After that, he let the krayt wander on his own, finally able to fend for himself in the merciless realms of his upbringing, his native haunts. He was glad to let the dragon go, for the carnage in the aftermath of Oki's hunts was often too hot and gory a sight for his taste. And the nights were again growing colder, the world darkening toward winter. With increased skill, and the power to repel assailants to his sovereignty, Oki's boldness increased, until he was trekking far over the uncharted sand seas, returning at first seldom and then never., leaving his former mentor to stockpile provisions against perpetual drought and to breathe a sigh of relief that he had at least fulfilled one duty, successfully trained one student to fulfill his appointed role in the great balance of things.


	4. Chapter 4

**The Hatchling**

* * *

**Act 4**

At the next equinox he made a routine surveillance trip to the Lars moisture farm. Even before he caught a glimpse of the outlying buildings, and the sunken dome of the pit-house at the farm's center, he could feel the child's bright presence shining, happy and content, from within the squat fortress of his aunt and uncle's affection, assuring his unseen and all but unknown guardian that all was well with him. When Ben did finally crest the last hill of sand, leaving his hacked together speeder bike behind the rise – discreetly out of sight – he spotted Beru Lars and one of the neighboring homesteaders deep in conversation outside the house. Owen Lars, and his habitual resentment, was neither to be seen nor to be heard, so the hermit gathered his cloak about his body and approached the two women at a tentative, non-threatening gait. Closer to the house, he could feel their shared worry like a sandworm burrowing beneath the drifting dunes. Some ill tidings he had yet to hear, he guessed.
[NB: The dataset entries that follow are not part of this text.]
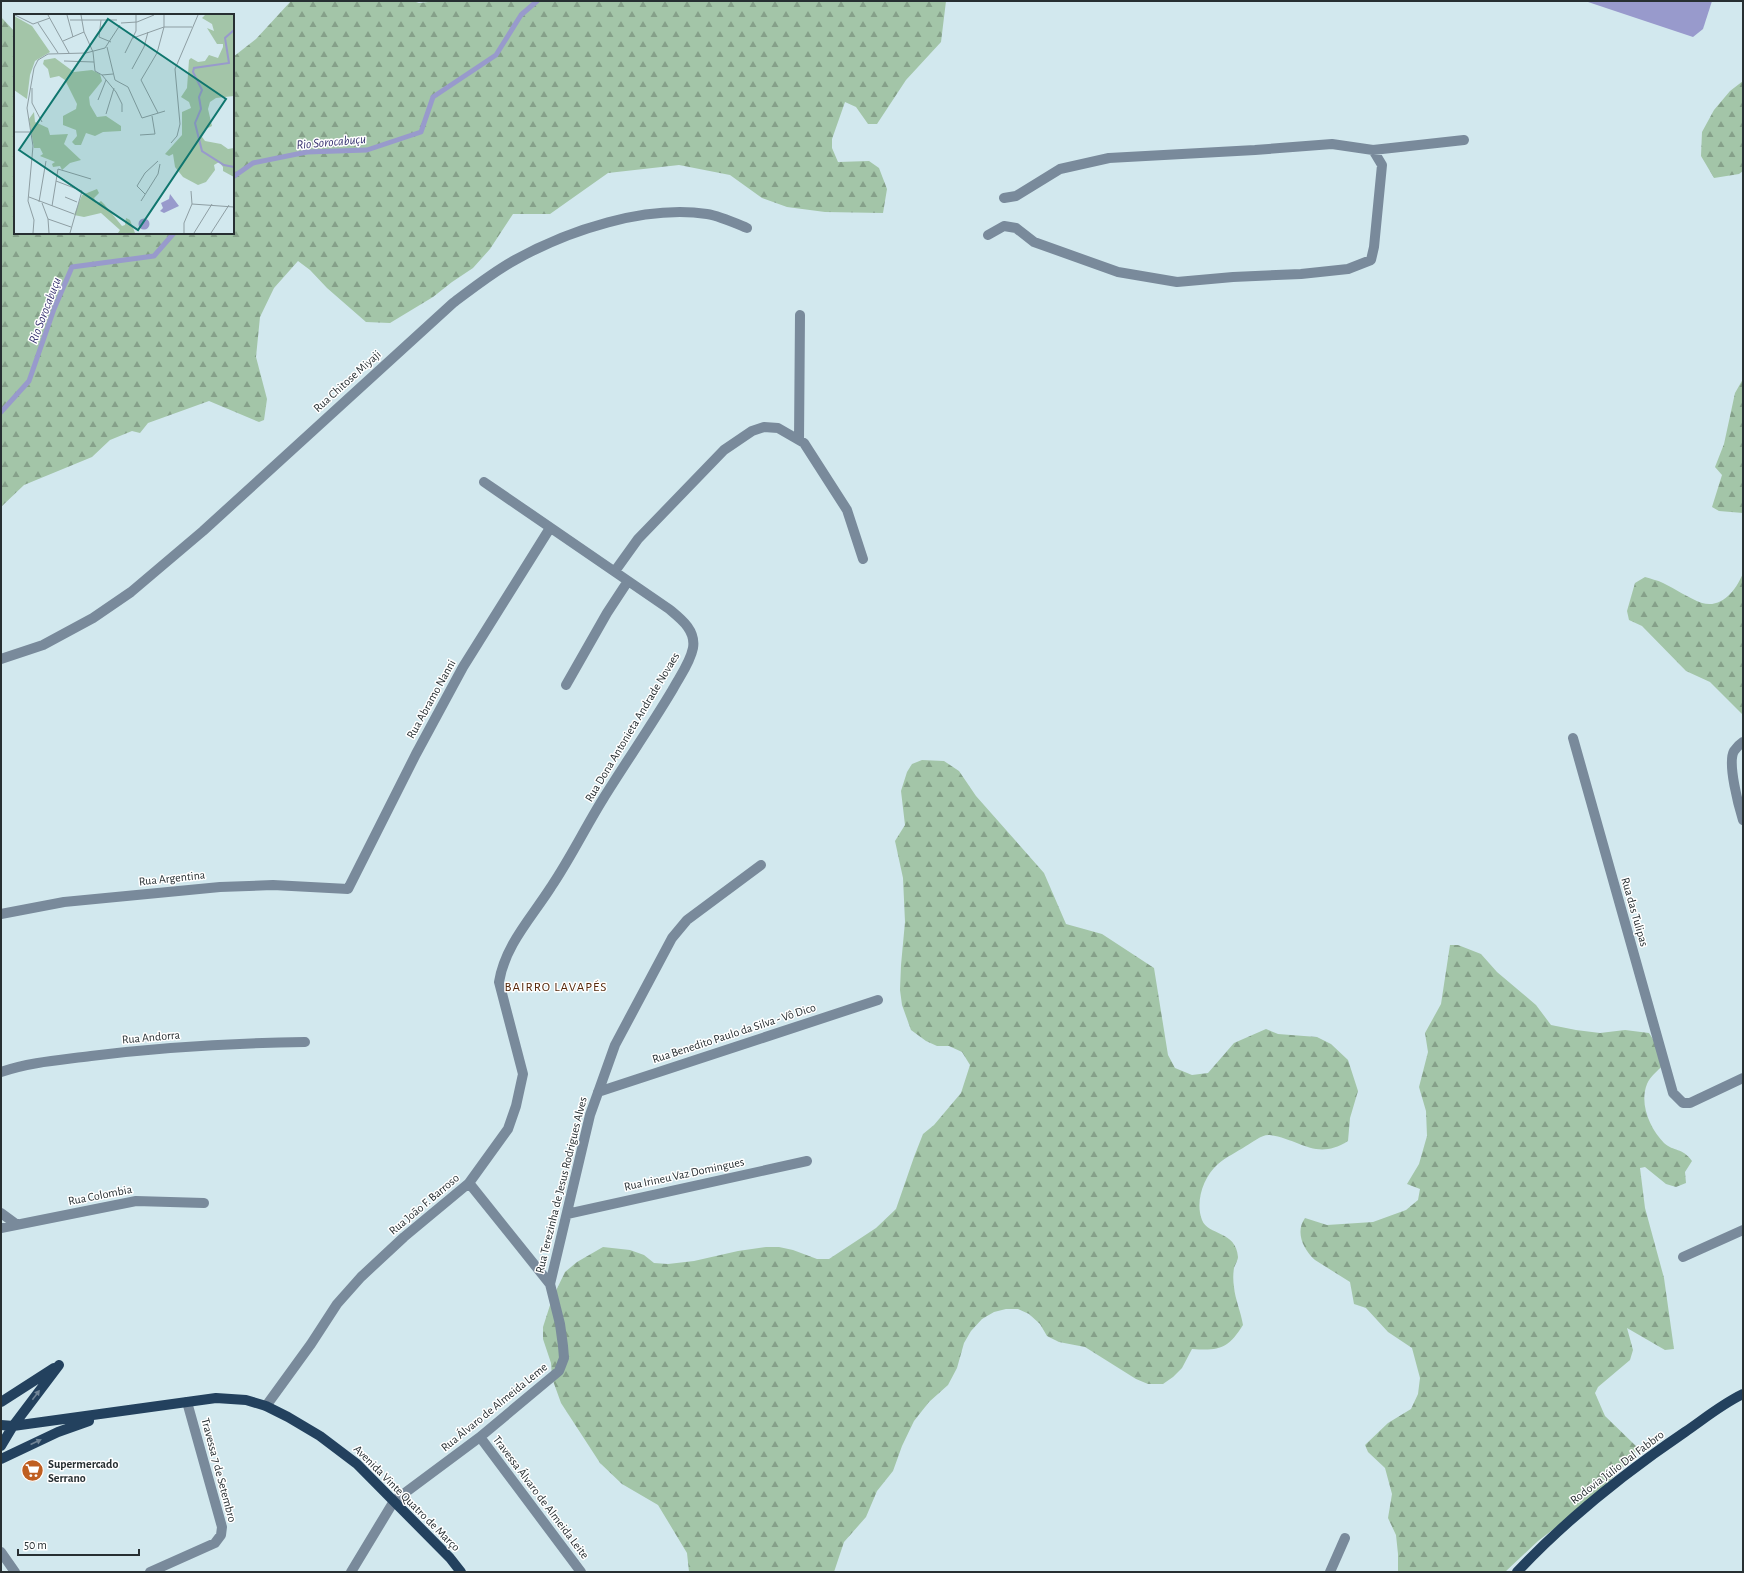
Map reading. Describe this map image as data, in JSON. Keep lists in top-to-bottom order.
{
  "streets": {
    "main road": ["Rodovia Júlio Dal Fabbro", "Avenida Vinte Quatro de Março"],
    "street": [
      "Rua Chitose Miyaji",
      "Rua Abramo Nanni",
      "Rua Dona Antonieta Andrade Novaes",
      "Rua Argentina",
      "Rua das Tulipas",
      "Rua Benedito Paulo da Silva - Vô Dico",
      "Rua Andorra",
      "Rua Irineu Vaz Domingues",
      "Rua Terezinha de Jesus Rodrigues Alves",
      "Rua Colombia",
      "Rua João F. Barroso",
      "Rua Álvaro de Almeida Leme",
      "Travessa 7 de Setembro",
      "Travessa Álvaro de Almeida Leite"
    ]
  },
  "crossings": [
    ["Rua Abramo Nanni", "Rua Dona Antonieta Andrade Novaes"],
    ["Rua Abramo Nanni", "Rua Argentina"],
    ["Rua Dona Antonieta Andrade Novaes", "Rua João F. Barroso"],
    ["Rua Benedito Paulo da Silva - Vô Dico", "Rua Terezinha de Jesus Rodrigues Alves"],
    ["Rua Irineu Vaz Domingues", "Rua Terezinha de Jesus Rodrigues Alves"],
    ["Rua Terezinha de Jesus Rodrigues Alves", "Rua Álvaro de Almeida Leme"],
    ["Rua João F. Barroso", "Rua Álvaro de Almeida Leme"],
    ["Rua João F. Barroso", "Avenida Vinte Quatro de Março"],
    ["Rua Álvaro de Almeida Leme", "Travessa Álvaro de Almeida Leite"],
    ["Rua Álvaro de Almeida Leme", "Avenida Vinte Quatro de Março"],
    ["Travessa 7 de Setembro", "Avenida Vinte Quatro de Março"]
  ],
  "districts": ["BAIRRO LAVAPÉS"],
  "water": ["Rio Sorocabuçu"],
  "places": {
    "supermarket": ["Supermercado Serrano"]
  },
  "scale_bar": "50 m"
}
Beru was not pleased at his trespass, but she did not shoo him away either. He made her a bow, a lifetime of formal training not yet eroded by the sands of time. The other farmwife – Yorba Mils – regarded the interloper warily, as though he might carry contagion.

"Your pardon for the intrusion," he began, mildly, seeking an opening. "I would not presume upon your goodwill, Mrs. Lars, but I wished to be sure you had heard the news."

The young woman's features softened slightly, conveying gratitude for his solicitous gesture. Her liquid eyes turned to her sun beaten companion.

Ben nodded to the older woman, making the subtle gesture of compulsion with the fingers of his right hand. "You, madam, will do the tale better justice than I would."

Yorba Mils snorted in ready agreement. "Sure enough I would, and I already have. Don't suppose you got any livestock up there in them hills with you, Mr. Kenobi?"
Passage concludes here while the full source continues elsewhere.